Alphafold3 has two separate steps, one that requires cpus only, and reads much of the large public_databases directory. The second step runs the inference and requires the use of a GPU. The pipeline step takes much longer than the inference step. It is wasteful to occupy a GPU node for the duration of the pipeline step. To run Alphafold3 efficiently we have to run it two separate times in different modes on compute nodes that have appropriate resources.

Prerequisites

  • Due to licensing reasons, every client who would like to use alphafold3 must register for and download the model parameters.
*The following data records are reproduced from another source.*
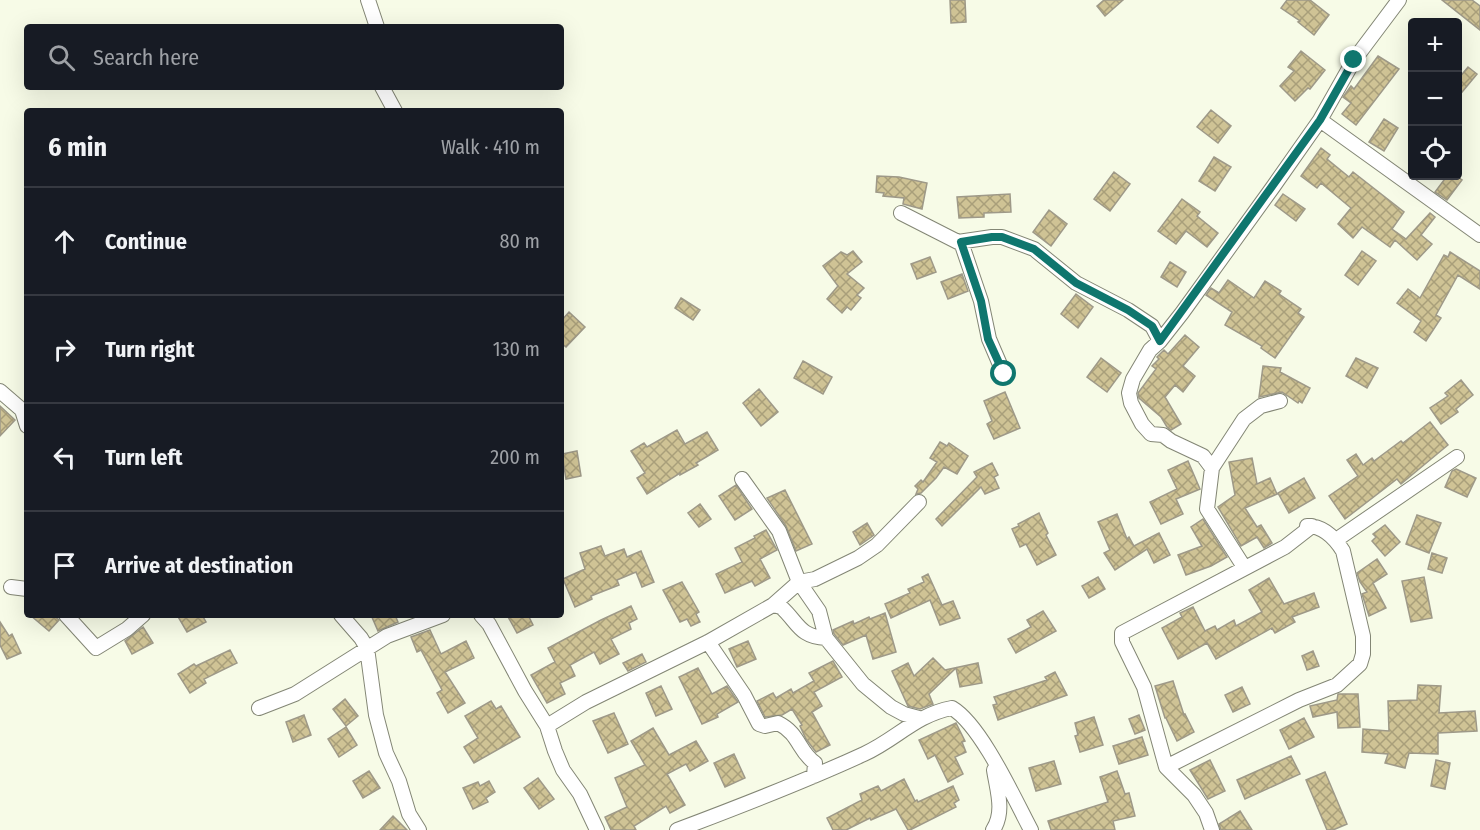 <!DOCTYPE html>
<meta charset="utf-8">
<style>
:root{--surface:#171b24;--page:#20242c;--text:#f1f3f6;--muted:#9ea1a6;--line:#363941}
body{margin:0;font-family:"Fira Sans Condensed",sans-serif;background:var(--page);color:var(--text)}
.controls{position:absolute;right:18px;top:18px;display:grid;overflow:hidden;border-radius:6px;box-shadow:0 6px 24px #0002}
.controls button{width:54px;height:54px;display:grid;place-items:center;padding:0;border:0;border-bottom:2px solid var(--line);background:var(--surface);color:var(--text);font:30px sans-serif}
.stop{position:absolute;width:18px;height:18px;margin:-14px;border:4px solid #0f766e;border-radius:50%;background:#fff}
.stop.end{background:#0f766e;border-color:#fff;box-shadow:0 2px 6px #0008}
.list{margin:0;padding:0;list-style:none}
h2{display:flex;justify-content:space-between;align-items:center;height:78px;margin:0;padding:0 24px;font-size:26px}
h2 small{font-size:20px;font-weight:400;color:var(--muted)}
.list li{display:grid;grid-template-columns:39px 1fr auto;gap:18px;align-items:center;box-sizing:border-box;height:108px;padding:0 24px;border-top:2px solid var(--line)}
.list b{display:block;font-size:22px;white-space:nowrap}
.list em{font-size:20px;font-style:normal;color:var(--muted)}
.icon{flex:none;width:33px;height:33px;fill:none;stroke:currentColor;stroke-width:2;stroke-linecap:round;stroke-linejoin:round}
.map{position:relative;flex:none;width:1480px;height:830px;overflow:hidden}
.search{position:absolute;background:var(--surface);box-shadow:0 6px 24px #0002;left:24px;top:24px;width:540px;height:66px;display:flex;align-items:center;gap:15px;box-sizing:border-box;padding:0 21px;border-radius:6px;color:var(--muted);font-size:22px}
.panel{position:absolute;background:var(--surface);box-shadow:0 6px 24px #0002;left:24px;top:108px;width:540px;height:510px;border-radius:6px}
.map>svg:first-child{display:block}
.building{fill:url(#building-cross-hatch);stroke:#9e9988;stroke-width:1.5}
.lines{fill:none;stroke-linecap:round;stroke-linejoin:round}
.street-casing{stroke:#838675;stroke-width:16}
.street{stroke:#fff;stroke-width:14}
.route{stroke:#0f766e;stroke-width:8}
</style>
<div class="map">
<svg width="1480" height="830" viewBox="0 0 1480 830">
<defs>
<pattern id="building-cross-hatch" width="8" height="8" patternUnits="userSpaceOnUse" patternTransform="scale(1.5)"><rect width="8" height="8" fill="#cfc395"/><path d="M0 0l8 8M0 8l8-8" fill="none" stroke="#a99f7a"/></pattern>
</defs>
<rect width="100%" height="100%" fill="#f7fbe7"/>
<!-- building -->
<path class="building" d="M950,0H965L966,22L951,23Z
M1104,0H1123L1105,16L1097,6Z
M1287,0H1310L1329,15L1314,35L1298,22L1300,21L1281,8Z
M1442,0H1472L1480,6V30Z
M1301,51L1325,70L1310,89L1308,88L1295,101L1280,86L1294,71L1288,67Z
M1378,56L1399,69L1356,125L1342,114L1351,103L1343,97L1351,86L1354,89Z
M1468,67L1477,74L1458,97V79Z
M1211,110L1231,126L1218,143L1197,127Z
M1384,119L1398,128L1384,151L1369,142Z
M1321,148L1330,155L1327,159L1349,177L1353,172L1404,212L1392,229L1406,239L1430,213L1435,217L1421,235L1432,244L1417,260L1395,240L1390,247L1362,227L1353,238L1338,224L1351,208L1321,183L1317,188L1301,176Z
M1214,157L1231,167L1215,191L1199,181Z
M1114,172L1130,184L1110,211L1094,199Z
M877,176L899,177L927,183L922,209L903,204L904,198L883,196L884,193L876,192Z
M1447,176H1456L1462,180L1447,200L1435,192Z
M1010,194L1011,212L984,213V217L959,218L957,197Z
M1283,194L1305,209L1296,221L1275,205Z
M1182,199L1200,212L1197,216L1218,233L1207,247L1186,231L1176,244L1158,231Z
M1049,210L1067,224L1051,246L1033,232Z
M853,251L862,262L847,274L864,288L857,295L861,298L851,310L847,307L842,313L827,299L838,286L823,266L841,252L847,255Z
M1362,251L1376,261L1358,285L1345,275Z
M1450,252L1480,271V289L1458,275L1436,315L1441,318L1426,341L1414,332L1421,321L1397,303L1408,289L1420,298L1444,255L1448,257Z
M930,257L936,272L917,279L911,264Z
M1170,262L1186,272L1177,287L1161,277Z
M962,274L968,291L948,299L941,282Z
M1228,280L1254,298L1265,281L1281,291L1279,294L1301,309L1298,313L1304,317L1275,358L1261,348L1262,346L1225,325L1232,312L1206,295L1211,288L1219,293Z
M1076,294L1093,307L1078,328L1061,314Z
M681,298L700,310L693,320L675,308Z
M569,312L585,327L566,347L561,343V321Z
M1185,335L1199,347L1183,366L1195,376L1183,392L1175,385L1165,397L1181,424L1171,430L1167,427L1161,417L1139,398L1138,393L1156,369L1152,366L1159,359L1157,357L1164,350L1168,354Z
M1101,358L1121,373L1107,392L1087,377Z
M1356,358L1378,368L1367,388L1346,376Z
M803,361L832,377L823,394L794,378Z
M1263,366L1281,368L1280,372L1310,388L1302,403L1299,401L1298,403L1282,392L1259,397Z
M1461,380L1473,395L1456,409L1458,412L1441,424L1430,408L1448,396L1445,393Z
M759,389L778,412L761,426L743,403Z
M1005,392L1020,428L994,439L987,424L992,421L984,401Z
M0,406L15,420L0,436Z
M1430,422L1448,445L1401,484L1397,479L1345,519L1329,496L1358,476L1347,460L1356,454L1363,465L1372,458L1374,461L1401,441L1403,443Z
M677,430L685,444L707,432L718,450L696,463L698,465L680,475V473L647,494L637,478L645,473L631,451L644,443L647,447Z
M940,442L947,446L949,443L968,456L957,474L944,467L936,478L921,493L916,494L918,489L915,486L921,480L923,482L937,462L930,458Z
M577,451L581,476L566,479L562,454Z
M1252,458L1257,484L1270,478L1277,494L1245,508L1257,527L1261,525L1272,543L1264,548L1257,537L1241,546L1218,507L1235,495L1229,462Z
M1188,461L1200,489L1176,499L1183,514L1161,524L1150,502L1177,489L1168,470Z
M992,463L998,475L994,477L999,488L985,494L981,487L942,526L936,519L977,477L974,472Z
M1456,469L1476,478L1467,497L1445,487L1452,471Z
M1304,478L1315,498L1289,513L1278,493Z
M736,485L752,509L735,520L719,496Z
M785,490L812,544L796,551L786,526L767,498Z
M700,504L711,519L699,527L688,513Z
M1039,513L1048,533L1046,535L1056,555L1037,565L1026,544L1020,547L1012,529L1019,526L1018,524Z
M1117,514L1127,539L1129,537L1134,546L1159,533L1170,555L1154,563L1147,549L1115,570L1104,553L1110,550L1098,522Z
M1417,515L1441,523L1429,553L1406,544Z
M1203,519L1227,557L1211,566L1186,575L1178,555L1202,546L1191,527Z
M867,523L874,535L860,545L853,532Z
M1385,525L1400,542L1385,556L1372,541L1376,537L1373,534Z
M766,530L777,550L760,559L770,578L755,586L752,581L725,593L716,574L742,562L735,548L755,538L754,536Z
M601,546L605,556L624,549L627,557L641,551L654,582L642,587L636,572L617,580L619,585L591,596L592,599L575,607L563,579L585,569L580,553Z
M1432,553L1447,558L1442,573L1428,569Z
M1377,559L1387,574L1373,583L1386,608L1369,616L1362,594L1367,592L1360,582L1357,573Z
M928,574L942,605L953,601L960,618L940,625L930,600L891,618L885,604L910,593L908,589L924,582L922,577Z
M1098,577L1105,589L1089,598L1082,586Z
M1424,577L1432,618L1411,622L1402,581Z
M1269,578L1284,604L1314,593L1319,607L1292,617L1295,622L1275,633L1272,628L1216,659L1207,643L1178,659L1162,628L1182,617L1180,613L1193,607L1205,631L1215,626L1217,630L1234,620L1236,626L1262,612L1249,590Z
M682,582L699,612L696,614L700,622L691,626L687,619L680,622L663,590Z
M631,606L637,619L629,623L631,629L611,639L619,654L600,664L594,652L570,665L575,676L560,683L565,694L547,703L531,675L555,662L548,648L601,620Z
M1043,611L1056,631L1016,653L1008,639L1031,627L1027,620Z
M885,613L896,652L873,659L866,635L843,645L834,634L833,630L853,621L854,624L869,617L870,619Z
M30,615H53L59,620L49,631Z
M177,615H202L206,622L187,632Z
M371,615H395L398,622L378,631Z
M507,615H528L533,625L517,633Z
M0,622L9,636L12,634L21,653L7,659L0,645Z
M143,627L153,643L132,654L125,641Z
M430,630L441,654L466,641L474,658L445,672L465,703L448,713L437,693L442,690L421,650L417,652L411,637Z
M748,641L756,659L737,667L729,649Z
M230,650L237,663L204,679L206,683L190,693L178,674L194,664L196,666Z
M1313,651L1319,666L1307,670L1302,656Z
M642,654L646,662L628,671L623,663Z
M933,658L945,670L978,663L982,683L960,687L956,668L929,694L933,704L920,709L908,706L892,671L908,663L914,676Z
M833,661L842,677L814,692L822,706L812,712L830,745L816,752L806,739L800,726L802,725L792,709L782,715L765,717L757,701L773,693L776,698L791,689L793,693L814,681L809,673Z
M698,668L712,694L727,686L738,702L717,714L718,717L702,724L679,677Z
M1055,672L1067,695L998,720L993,705L997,704L994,697L1047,680L1045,677Z
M1173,681L1184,715L1185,714L1194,732L1177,741L1166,718H1165L1155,686Z
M1418,685L1441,686L1439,713L1475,711L1477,731L1438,733V754L1409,753L1405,768L1385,763L1388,754L1362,752L1363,729L1389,731L1388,701L1417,700Z
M661,686L672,709L656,716L646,693Z
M1242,687L1250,704L1233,712L1225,695Z
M1338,694H1358L1360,727L1338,728L1337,712L1313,717L1310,706L1337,700Z
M345,699L358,716L346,726L333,709Z
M491,701L496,709L501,706L520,737L474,763L464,747L478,738L465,716Z
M614,713L628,744L608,753L593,721Z
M304,715L311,735L293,742L286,722Z
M1139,715L1145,730L1135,734L1129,719Z
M1094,717L1103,745L1080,752L1075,736L1078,735L1075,723Z
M1304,718L1314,737L1289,749L1280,730Z
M956,723L965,741L962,742L966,752L955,757L963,774L948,782L935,755L928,759L919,740Z
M346,727L357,745L339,757L328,739Z
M653,728L669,755L696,741L708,761L690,771L686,764L667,774L685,805L670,813L666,806L634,826L636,830H611L605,817L627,807L615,778L645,765L631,741Z
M1142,737L1148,755L1119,764L1113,746Z
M734,754L745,778L725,787L714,763Z
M1291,756L1300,774L1245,799L1237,780Z
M1210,760L1225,791L1208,799L1190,770Z
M1436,760L1450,763L1445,789L1431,786Z
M1054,761L1061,784L1036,791L1029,768Z
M369,771L380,788L363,798L353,781Z
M1117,771L1125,794L1129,793L1135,816L1113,821L1115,830H1051L1048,821L1108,802L1100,777Z
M1325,772L1347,824L1333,830H1327L1306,780Z
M538,778L554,799L539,809L524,788Z
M904,779L915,801L917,800L918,802L953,786L959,800L954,803L956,807L910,830H908L896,809L871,820L870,818L846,830H833L827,818L862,800L860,794L878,786L881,791Z
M489,781L495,792L486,798L488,802L473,809L463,788L478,782L480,786Z
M1240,811L1252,830H1221L1219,824Z
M393,816L407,830H380Z"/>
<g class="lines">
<!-- street casing -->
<g class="street-casing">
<path id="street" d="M368,0L377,27
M382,87L395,111
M1320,120L1480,235
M901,213L958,242L992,237H1002L1034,249L1076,283L1128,310L1152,326L1160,341
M961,242L981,301L989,339L1004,374
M0,391L22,410L27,426
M1212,468L1203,456L1171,441L1163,435L1151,434L1142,424L1131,403L1129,393L1133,379L1150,350L1160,341L1182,313L1273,187L1320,120L1354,60L1399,0
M742,479L779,531L799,582L819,611L826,638L863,684L891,707L904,714L919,718
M1336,540L1457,457
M1244,567L1207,509L1212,468L1244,419L1261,406L1280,401
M11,587L27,589
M773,605L781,607C798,622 799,637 826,638
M66,615L96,648L127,629L143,615
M341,615L361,638L367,648L376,715L386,753L399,781L409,814L419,830
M481,615L489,624L525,691L547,726
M708,642L744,695L759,724L765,726L778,723C800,734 798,751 815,763L814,776
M259,708L295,694L387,636L443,615
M1166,767L1299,700L1337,685L1360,664L1363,654V636L1343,551C1335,538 1324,526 1307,526
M597,830L580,794L563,770L555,751L547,726L586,702L708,642L773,605L799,582L815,579L858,558L877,545L919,502
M677,830C741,806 803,782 864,754C897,739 915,715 952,708C981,725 1014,798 1031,830
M993,830C1005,812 997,790 994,770
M1212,830L1206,813L1194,795L1166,767L1144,687L1122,642V633L1285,547L1312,526H1307"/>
</g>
<!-- street -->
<use href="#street" class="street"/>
</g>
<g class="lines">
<!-- route -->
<path class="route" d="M1004,374L988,339L981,301L961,242L992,237H1002L1034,249L1076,283L1128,310L1152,326L1160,341L1320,120L1354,60"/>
</g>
</svg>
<div class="controls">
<button>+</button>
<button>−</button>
<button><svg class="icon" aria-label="locate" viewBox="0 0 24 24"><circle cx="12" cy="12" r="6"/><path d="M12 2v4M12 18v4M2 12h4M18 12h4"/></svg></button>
</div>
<div class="stop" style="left:1004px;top:374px"></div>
<div class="stop end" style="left:1354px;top:60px"></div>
<div class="search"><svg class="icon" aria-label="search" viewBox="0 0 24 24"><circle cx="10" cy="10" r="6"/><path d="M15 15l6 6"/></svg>Search here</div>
<section class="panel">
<h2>6 min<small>Walk · 410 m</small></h2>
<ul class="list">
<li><svg class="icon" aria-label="ahead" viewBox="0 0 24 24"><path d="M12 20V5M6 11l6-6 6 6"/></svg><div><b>Continue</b></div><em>80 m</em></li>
<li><svg class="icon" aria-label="right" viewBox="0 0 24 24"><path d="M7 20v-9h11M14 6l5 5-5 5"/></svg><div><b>Turn right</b></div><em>130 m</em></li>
<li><svg class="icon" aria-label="left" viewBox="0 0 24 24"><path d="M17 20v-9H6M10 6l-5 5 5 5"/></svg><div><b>Turn left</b></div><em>200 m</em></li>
<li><svg class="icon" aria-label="arrive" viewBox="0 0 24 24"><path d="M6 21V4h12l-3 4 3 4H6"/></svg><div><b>Arrive at destination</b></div></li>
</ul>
</section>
</div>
See https://forms.gle/svvpY4u2jsHEwWYS6 to register. The modelparameters are relatively small and can be stored anywhere on Arc that you have access to and can be used by multiple jobs at the same time (you do not have to have a separate copy of it for every job).
  • The alphafold3 container is stored in /global/software/alphafold3. There are example job scripts in that directory that are referenced below.
  • Due to the nature of the pipeline stage, we need to split each alphafold run into separate pipeline and inference stages. If we don't do this, a valuable GPU node is tied up for a long time preventing others from using it. In our testing using an input of 120 proteins the pipeline stage took a day and the inference stage took only an hour
  • The public databases that Alphafold uses have been pre-downloaded and are stored in a location for anyone on Arc to use. This location, /bulk/public/alphafold3/public_databases, is reflected in the example job scripts.


The Pipeline stage

  • This stage is very time consuming. Much of the time is spent waiting to load a very large amount of data from the filesystem. The example jobscript in /global/software/alphafold3 copies the /bulk/public/alphafold3/public_databases/mmcif_files to /dev/shm which is a filesystem that exists entirely in the compute node's memory (this makes it very fast). This staging of data takes 20-30 min so you'll want to run a fairly large number of proteins in one job to amortize the cost of copying the mmcif_files to the compute node.
  • Download the model and put it in ./models (This is a legal/license requirement)
  • Generate input data. Make sure you've split your input sequences into 5 roughly equally sized files (by number of input sequences). For the examples we'll use filenames starting with xa and ending with .json so xa*.json. The example job script runs 5 copies of alphafold at the same time on the compute node as alphafold3's pipeline stage can really only effectively make use of 4 cpus for a single job. This way the system is running multiple 4 cpu jobs at the same time.
  • Create ./pipelineoutputs for the resulting files
  • Run the pipeline stage on cpus by submitting runpipeline.slurm. Required Job resources:
    • --mem=500GB # We need to request enough memory for the public_databases/mmcif_files plus whatever the job needs.
    • -c 20 # 20 cpus
    • -N 1 # 1 node

The Inference stage

  • This is the part of alphafold that requires a GPU.
  • Compared to the pipeline stage, the inference is fairly quick.
  • copy the runinference.slurm file to a directory you have write access to.
  • Take the outputs from the pipeline stage (which were put in ./pipelineoutputs in the example, move/copy the files into a directory called something like inference_inputs. Note that the pipeline stage makes a directory for each of the files but the inference stage expects them to all be directly in the inference_inputs. You'll have to copy them all. You can use find to help:
cd pipelineoutputs
cp $(find -type f -name \*.json) ../inferenceinputs
  • submit the runpipeline.slurm to the scheduler. Required job resources:
    • -p gpu-h100
    • --gres=gpu:1 # Alphafold can only use 1 gpu
    • --mem=120G # This might need to be increased depending on the inputs.